The technique, they say, could give biologists “atom-by-atom control” over the molecules in living organisms.
One expert the BBC spoke to agrees, saying the technique would be seized upon by “the entire biology community”.
The work by a Cambridge University team, which used nematode worms, appears in the Journal of the American Chemical Society.
The worms – from the species Caenorhabditis elegans – are 1mm long, with just a thousand cells in their transparent bodies.
What makes the newly created animals different is that their genetic code has been extended to create biological molecules not known in the natural world.
Genes are the DNA blueprints that enable living organisms to construct their biological machinery, protein molecules, out of strings of simpler building blocks called amino acids.
Just 20 amino acids are used in natural living organisms, assembled in different combinations to make the tens of thousands of different proteins needed to sustain life.
But Sebastian Greiss and Jason Chin have re-engineered the nematode worm’s gene-reading machinery to include a 21st amino acid, not found in nature.
Dr Chin of the Laboratory of Molecular Biology (where Francis Crick and James Watson first cracked the structure of DNA) describes the technique as “potentially transformational”: designer proteins could be created that are entirely under the researchers’ control.

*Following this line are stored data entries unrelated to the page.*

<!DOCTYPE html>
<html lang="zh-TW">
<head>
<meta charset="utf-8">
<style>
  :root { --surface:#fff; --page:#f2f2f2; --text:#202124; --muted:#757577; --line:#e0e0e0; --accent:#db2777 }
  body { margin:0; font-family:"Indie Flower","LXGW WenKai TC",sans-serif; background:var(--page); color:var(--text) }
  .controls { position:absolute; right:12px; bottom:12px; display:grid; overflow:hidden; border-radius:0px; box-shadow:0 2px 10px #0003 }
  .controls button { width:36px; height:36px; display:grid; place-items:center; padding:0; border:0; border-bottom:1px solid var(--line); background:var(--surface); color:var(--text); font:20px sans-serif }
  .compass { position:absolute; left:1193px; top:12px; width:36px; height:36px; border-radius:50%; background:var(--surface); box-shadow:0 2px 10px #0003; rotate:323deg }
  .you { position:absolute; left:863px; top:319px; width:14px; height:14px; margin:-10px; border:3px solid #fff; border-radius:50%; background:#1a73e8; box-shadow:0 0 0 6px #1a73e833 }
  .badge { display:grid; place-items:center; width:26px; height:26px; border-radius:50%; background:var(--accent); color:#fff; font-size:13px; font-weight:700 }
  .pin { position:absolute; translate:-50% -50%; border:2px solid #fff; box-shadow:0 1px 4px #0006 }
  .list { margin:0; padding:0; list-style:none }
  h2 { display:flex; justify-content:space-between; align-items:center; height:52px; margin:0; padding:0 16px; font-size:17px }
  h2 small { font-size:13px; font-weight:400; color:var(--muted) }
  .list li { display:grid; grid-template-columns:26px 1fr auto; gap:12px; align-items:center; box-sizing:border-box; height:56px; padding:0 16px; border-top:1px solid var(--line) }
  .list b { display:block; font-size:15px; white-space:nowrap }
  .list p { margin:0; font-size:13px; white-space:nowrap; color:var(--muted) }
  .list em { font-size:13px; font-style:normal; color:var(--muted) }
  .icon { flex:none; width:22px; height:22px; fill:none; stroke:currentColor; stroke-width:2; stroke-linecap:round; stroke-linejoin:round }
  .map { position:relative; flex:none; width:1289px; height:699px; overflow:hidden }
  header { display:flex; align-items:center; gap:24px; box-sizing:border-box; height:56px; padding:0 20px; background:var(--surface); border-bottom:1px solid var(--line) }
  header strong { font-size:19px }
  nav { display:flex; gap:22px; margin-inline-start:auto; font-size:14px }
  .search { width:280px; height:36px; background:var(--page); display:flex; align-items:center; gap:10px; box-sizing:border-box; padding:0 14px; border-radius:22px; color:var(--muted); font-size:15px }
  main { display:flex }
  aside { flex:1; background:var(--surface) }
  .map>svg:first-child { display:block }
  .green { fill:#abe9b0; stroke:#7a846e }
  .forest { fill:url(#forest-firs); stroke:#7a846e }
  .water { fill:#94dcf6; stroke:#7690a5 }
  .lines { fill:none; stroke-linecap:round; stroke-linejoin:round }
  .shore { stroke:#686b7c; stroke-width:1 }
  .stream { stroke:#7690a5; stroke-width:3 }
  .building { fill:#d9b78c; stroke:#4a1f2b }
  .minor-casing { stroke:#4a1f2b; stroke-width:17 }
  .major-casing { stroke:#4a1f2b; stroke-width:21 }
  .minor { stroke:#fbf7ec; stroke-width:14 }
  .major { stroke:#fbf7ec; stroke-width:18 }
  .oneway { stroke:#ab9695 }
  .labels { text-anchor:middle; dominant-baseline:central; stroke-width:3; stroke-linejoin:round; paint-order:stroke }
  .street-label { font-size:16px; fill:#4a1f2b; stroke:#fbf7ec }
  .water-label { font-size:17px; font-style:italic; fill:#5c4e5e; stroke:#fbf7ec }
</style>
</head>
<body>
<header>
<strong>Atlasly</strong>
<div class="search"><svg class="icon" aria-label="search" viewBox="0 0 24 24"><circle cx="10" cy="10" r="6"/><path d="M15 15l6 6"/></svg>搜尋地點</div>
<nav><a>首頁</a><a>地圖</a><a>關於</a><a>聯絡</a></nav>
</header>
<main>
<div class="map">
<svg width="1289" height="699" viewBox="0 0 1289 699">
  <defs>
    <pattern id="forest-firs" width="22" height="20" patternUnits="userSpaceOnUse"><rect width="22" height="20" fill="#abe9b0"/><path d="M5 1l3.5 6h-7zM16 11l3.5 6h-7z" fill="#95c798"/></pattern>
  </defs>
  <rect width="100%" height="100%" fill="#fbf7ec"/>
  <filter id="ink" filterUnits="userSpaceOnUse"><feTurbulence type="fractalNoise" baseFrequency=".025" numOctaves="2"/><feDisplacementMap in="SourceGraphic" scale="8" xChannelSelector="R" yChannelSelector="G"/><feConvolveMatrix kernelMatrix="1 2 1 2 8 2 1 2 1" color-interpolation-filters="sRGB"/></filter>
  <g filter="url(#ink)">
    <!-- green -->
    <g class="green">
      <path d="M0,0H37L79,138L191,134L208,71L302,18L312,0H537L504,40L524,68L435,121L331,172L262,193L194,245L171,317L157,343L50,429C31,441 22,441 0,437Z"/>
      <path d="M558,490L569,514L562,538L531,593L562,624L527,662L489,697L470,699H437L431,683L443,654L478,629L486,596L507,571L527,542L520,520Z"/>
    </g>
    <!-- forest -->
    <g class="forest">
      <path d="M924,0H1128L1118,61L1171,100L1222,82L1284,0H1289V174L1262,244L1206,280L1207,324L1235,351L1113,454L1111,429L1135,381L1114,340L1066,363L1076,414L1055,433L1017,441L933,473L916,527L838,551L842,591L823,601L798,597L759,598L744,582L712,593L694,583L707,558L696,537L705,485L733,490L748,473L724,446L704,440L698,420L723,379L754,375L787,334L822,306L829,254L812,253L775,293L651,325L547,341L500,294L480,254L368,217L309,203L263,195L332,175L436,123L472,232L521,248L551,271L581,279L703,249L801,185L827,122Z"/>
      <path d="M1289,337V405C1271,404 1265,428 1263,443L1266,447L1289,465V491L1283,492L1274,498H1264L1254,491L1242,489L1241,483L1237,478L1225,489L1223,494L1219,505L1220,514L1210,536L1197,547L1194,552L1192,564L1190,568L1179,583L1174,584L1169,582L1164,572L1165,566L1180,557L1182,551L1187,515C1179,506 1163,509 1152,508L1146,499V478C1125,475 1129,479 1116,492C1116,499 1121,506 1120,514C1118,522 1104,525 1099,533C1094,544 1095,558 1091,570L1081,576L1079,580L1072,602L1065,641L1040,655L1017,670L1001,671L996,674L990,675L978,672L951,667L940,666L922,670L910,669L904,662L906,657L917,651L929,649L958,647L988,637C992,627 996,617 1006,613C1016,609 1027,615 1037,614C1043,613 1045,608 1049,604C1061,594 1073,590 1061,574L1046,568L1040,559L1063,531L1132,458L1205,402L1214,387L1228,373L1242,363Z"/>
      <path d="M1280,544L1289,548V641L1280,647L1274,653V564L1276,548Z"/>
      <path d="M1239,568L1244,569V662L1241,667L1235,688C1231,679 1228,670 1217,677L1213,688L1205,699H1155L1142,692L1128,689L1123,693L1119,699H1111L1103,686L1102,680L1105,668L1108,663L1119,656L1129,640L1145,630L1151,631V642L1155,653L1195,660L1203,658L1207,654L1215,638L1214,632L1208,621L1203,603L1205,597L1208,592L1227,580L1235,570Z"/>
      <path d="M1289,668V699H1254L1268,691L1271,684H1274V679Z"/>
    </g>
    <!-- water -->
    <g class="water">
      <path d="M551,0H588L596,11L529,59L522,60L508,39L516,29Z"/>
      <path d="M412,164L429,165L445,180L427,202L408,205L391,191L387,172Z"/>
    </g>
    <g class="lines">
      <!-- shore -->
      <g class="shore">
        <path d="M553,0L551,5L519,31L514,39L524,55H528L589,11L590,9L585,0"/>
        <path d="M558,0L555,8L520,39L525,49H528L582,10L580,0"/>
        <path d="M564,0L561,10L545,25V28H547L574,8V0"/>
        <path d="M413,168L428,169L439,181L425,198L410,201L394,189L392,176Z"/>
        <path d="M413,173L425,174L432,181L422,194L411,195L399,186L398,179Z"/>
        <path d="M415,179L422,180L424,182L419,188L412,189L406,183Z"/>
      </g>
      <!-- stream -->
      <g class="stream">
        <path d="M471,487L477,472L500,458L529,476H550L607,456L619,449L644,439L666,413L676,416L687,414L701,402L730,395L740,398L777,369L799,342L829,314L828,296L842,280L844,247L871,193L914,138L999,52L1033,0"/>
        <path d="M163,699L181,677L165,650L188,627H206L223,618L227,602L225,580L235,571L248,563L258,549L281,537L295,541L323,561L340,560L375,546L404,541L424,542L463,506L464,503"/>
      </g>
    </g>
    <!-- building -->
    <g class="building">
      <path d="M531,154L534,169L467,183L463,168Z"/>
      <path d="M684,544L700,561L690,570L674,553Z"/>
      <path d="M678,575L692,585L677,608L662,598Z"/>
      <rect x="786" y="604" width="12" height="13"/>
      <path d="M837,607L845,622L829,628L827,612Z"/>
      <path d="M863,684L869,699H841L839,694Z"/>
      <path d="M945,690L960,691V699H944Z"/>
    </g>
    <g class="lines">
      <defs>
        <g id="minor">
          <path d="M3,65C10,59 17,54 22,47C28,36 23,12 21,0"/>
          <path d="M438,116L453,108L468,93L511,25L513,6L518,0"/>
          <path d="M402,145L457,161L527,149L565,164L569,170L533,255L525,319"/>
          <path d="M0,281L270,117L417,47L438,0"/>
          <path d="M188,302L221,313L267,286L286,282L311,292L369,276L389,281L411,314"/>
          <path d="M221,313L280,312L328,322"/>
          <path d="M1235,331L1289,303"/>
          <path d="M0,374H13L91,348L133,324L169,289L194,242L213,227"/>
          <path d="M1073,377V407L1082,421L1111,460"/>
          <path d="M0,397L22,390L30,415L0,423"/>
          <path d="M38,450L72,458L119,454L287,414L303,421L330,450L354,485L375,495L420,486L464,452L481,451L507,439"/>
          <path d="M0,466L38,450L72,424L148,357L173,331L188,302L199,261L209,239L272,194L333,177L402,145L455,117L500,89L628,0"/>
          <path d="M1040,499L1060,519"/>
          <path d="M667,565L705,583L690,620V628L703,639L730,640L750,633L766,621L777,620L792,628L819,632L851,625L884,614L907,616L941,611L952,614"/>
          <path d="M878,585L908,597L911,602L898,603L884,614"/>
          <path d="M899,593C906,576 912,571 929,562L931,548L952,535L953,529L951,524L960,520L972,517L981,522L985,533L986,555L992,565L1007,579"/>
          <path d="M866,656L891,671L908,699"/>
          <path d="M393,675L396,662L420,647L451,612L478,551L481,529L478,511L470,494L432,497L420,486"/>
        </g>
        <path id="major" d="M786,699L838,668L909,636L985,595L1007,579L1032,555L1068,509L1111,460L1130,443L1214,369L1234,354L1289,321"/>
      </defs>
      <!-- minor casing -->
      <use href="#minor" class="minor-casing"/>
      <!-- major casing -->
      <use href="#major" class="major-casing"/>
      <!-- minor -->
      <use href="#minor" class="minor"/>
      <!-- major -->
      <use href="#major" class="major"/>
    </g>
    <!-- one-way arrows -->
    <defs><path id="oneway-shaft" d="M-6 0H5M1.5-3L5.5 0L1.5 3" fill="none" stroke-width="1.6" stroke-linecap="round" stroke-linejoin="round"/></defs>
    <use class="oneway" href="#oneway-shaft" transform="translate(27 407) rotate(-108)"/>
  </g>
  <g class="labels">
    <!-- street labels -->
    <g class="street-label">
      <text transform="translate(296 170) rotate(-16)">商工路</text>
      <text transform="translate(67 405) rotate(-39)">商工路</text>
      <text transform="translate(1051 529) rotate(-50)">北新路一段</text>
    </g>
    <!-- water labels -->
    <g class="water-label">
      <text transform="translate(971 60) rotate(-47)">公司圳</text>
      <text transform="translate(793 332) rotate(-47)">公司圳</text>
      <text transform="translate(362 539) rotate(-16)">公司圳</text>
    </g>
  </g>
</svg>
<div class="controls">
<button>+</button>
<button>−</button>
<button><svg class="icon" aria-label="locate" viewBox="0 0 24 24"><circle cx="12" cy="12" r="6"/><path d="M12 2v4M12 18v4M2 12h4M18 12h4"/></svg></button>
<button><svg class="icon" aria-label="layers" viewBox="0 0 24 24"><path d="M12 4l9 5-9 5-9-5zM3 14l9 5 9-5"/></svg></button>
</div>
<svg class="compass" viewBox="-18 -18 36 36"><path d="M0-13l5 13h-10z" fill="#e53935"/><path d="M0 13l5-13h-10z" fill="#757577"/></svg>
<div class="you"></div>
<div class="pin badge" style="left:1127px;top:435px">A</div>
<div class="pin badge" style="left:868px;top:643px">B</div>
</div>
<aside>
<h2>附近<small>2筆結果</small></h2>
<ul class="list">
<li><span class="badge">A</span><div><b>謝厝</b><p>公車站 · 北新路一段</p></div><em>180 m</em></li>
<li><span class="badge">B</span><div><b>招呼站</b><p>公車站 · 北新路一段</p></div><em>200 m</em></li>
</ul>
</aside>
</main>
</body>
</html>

The development builds on techniques first developed at the Scripps Research Institute, in La Jolla, US, where Dr Chin worked 10 years ago.
The genetic code comes in four DNA letters, A,C,G and T; the genetic machinery reads it in words three letters long, called codons, which stand for the individual amino acid blocks to be built into a growing protein.

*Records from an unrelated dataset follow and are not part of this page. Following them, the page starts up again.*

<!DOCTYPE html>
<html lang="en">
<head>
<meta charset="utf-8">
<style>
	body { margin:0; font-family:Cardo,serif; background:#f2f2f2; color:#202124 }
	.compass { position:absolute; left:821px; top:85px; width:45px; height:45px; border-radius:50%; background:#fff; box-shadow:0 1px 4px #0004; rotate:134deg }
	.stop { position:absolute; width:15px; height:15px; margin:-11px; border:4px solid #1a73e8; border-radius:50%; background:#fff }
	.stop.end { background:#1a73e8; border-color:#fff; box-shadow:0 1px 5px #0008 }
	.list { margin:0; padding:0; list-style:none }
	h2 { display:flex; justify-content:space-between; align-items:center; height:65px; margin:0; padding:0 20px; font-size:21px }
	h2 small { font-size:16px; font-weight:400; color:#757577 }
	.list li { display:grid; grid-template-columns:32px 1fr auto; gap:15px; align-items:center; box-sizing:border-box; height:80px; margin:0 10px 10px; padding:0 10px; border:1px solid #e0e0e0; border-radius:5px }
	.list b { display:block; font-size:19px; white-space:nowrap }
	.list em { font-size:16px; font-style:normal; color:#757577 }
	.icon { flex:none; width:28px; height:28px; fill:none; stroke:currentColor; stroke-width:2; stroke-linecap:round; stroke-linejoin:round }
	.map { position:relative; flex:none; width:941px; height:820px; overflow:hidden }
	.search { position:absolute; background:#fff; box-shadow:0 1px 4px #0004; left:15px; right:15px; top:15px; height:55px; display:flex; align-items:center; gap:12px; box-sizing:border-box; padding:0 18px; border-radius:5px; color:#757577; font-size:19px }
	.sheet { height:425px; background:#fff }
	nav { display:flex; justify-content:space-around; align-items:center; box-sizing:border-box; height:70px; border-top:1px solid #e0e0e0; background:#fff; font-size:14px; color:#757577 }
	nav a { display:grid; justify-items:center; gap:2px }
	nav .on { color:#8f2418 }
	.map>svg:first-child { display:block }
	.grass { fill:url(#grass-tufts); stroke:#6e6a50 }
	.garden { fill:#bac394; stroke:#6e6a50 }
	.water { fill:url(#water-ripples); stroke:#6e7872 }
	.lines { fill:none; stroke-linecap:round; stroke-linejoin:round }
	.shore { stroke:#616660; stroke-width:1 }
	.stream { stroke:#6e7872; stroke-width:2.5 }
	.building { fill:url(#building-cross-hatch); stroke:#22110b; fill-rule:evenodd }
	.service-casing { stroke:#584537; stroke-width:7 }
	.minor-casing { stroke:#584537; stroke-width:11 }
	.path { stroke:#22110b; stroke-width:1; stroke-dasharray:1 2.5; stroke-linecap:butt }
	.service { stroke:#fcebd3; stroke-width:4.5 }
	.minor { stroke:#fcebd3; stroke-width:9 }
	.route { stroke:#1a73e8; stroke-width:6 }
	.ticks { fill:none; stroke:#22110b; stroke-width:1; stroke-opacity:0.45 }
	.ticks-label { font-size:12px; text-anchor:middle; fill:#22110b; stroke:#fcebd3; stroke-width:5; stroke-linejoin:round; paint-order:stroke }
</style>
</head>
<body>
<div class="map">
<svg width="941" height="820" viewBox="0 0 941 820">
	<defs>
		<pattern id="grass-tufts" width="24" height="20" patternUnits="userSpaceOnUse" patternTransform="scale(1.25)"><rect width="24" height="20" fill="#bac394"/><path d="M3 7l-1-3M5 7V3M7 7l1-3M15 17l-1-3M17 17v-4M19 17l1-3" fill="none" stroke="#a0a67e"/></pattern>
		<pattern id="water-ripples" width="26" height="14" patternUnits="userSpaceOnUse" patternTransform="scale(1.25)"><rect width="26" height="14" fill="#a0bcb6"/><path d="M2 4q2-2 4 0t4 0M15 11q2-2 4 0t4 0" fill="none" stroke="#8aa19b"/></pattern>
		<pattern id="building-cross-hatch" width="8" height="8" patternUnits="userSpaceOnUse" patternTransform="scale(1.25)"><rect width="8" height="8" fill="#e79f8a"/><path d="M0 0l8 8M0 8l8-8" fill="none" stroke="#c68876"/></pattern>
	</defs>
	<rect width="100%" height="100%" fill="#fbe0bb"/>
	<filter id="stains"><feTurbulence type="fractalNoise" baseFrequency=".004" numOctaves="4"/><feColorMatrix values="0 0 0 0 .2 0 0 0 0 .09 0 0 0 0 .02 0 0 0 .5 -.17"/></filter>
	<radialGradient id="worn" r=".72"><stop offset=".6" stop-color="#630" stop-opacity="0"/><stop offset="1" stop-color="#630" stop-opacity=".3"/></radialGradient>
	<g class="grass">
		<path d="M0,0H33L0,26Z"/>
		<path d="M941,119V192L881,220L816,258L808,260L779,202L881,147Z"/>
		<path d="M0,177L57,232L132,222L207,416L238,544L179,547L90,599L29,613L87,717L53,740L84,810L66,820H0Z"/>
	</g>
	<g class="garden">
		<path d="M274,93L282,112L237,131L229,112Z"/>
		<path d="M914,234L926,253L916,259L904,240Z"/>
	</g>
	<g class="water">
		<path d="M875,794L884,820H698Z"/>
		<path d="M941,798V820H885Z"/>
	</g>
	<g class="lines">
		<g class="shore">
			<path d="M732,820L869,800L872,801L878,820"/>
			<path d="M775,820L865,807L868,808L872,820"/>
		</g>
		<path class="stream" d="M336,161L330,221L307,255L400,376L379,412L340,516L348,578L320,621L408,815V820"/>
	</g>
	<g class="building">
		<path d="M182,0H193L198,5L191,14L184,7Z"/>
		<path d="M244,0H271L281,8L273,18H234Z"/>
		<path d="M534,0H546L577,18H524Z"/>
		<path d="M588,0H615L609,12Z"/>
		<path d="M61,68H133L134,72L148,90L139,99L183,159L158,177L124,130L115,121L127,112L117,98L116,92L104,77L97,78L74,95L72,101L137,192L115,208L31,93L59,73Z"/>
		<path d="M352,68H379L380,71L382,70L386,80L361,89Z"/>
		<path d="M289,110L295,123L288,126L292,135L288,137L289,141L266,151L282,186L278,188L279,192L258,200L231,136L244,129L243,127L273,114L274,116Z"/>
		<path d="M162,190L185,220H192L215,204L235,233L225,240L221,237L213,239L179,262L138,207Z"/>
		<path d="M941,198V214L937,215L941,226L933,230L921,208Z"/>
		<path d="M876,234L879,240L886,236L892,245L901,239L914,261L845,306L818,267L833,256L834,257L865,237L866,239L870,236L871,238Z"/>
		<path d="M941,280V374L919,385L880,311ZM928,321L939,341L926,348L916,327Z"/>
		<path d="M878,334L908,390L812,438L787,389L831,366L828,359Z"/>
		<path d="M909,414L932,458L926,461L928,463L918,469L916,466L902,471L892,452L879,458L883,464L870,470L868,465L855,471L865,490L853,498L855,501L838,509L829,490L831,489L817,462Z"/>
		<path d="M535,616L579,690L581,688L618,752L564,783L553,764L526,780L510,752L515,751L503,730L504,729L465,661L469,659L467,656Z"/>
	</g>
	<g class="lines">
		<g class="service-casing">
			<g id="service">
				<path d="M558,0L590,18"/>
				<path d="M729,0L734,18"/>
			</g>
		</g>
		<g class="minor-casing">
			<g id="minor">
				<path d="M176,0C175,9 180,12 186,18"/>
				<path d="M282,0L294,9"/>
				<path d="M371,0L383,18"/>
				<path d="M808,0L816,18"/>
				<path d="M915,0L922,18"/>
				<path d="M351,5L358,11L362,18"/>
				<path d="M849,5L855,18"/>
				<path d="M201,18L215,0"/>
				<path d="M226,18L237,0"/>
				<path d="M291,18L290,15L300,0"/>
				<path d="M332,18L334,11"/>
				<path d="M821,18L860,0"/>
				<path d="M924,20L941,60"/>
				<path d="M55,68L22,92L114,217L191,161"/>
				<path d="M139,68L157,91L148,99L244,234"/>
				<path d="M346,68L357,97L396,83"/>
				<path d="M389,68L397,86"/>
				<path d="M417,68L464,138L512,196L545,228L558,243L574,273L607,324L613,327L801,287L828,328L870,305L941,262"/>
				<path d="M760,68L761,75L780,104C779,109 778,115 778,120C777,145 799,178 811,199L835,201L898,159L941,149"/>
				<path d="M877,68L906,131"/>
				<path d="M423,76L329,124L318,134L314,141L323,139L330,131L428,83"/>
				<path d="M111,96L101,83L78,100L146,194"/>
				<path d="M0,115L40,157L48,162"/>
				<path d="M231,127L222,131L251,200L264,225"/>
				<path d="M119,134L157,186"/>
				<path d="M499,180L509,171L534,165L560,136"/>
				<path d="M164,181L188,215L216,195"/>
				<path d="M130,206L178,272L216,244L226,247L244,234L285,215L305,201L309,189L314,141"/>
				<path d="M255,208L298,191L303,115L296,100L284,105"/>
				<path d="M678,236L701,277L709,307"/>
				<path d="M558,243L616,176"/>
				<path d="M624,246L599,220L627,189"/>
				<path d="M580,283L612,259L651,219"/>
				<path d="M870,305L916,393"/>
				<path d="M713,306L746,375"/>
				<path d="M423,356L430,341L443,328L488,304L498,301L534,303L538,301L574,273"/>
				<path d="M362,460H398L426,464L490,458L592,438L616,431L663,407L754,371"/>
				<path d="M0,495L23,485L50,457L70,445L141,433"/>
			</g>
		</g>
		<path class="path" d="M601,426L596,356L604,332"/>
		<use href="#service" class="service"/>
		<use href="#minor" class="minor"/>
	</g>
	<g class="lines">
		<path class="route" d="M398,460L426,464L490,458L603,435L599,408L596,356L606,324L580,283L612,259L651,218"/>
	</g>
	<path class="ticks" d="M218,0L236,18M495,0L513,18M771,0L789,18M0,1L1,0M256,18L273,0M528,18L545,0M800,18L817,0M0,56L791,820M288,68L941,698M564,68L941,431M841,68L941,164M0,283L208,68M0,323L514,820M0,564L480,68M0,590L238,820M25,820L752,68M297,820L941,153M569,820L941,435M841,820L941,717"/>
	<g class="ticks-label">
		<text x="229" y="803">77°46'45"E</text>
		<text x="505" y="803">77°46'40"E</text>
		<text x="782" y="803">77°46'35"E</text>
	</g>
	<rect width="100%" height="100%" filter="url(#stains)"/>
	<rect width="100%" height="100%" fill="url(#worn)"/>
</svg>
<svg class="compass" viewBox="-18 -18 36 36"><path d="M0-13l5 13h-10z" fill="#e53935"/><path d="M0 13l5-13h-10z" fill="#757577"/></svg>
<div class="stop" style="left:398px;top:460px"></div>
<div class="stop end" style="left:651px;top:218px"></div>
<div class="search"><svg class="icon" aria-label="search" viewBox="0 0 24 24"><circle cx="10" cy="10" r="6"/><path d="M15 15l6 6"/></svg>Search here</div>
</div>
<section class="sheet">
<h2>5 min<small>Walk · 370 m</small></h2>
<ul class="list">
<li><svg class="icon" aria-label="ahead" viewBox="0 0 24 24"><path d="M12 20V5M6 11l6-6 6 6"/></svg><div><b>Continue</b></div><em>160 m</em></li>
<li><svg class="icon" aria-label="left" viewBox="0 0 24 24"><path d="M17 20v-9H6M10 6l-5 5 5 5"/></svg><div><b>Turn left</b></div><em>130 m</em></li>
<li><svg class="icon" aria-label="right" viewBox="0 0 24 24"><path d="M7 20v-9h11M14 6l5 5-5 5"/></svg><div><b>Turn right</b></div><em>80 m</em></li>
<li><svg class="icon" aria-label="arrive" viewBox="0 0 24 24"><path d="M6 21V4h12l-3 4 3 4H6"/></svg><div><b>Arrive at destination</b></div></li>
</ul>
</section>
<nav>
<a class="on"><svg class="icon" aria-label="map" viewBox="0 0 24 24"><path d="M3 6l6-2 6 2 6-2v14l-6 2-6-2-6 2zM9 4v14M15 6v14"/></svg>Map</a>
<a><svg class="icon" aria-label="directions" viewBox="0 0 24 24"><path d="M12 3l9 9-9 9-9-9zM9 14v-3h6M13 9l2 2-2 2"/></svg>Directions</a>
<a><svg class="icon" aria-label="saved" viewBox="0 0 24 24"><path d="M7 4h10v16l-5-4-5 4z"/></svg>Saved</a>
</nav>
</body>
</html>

At Scripps, researchers showed in a paper in PNAS how one of those three letter words could be re-assigned, so that cells would read it as an instruction to incorporate an unnatural amino acid, one not normally found in living organisms. But that was in the bacterium E. coli; until now, no one had succeeded in doing the same in a whole animal.
Jonathan Hodgkin, professor of genetics at Oxford University, welcomes the new development, saying it “creates exciting new opportunities for research on C. elegans“.
Closer to home, Dr Mario de Bono, an expert on C elegans, who is also at the Laboratory of Molecular Biology, predicts “this sort of news travels like wildfire” among research biologists, adding that the method could be applied to a wide range of animals.
So far it is just a proof of principle – the artificial protein that is produced in every cell of the nematode worm’s tiny body contains a fluorescent dye that glows cherry red under ultraviolet light. If the genetic trick failed, there would be no glow.
But Dr Chin says any artificial amino acid could be chosen to produce specific new properties. Dr de Bono suggests the approach could now be used to introduce into organisms designer proteins that could be controlled by light.
Indeed, the two are planning to collaborate on a detailed study of neural cells in the nematode brain, aiming to activate or deactivate individual neurons in precise ways with tiny laser flashes.
Dr Chin rather modestly admits he’s “incredibly pleased” to have succeeded in a project he had avoided until a year and a half ago, for fear that other well-established competitors would get there quicker.
On the other hand, Dr de Bono compares the invention with the Nobel-prize winning work on green fluorescent protein, which are now part of the standard kit in biology labs across the world.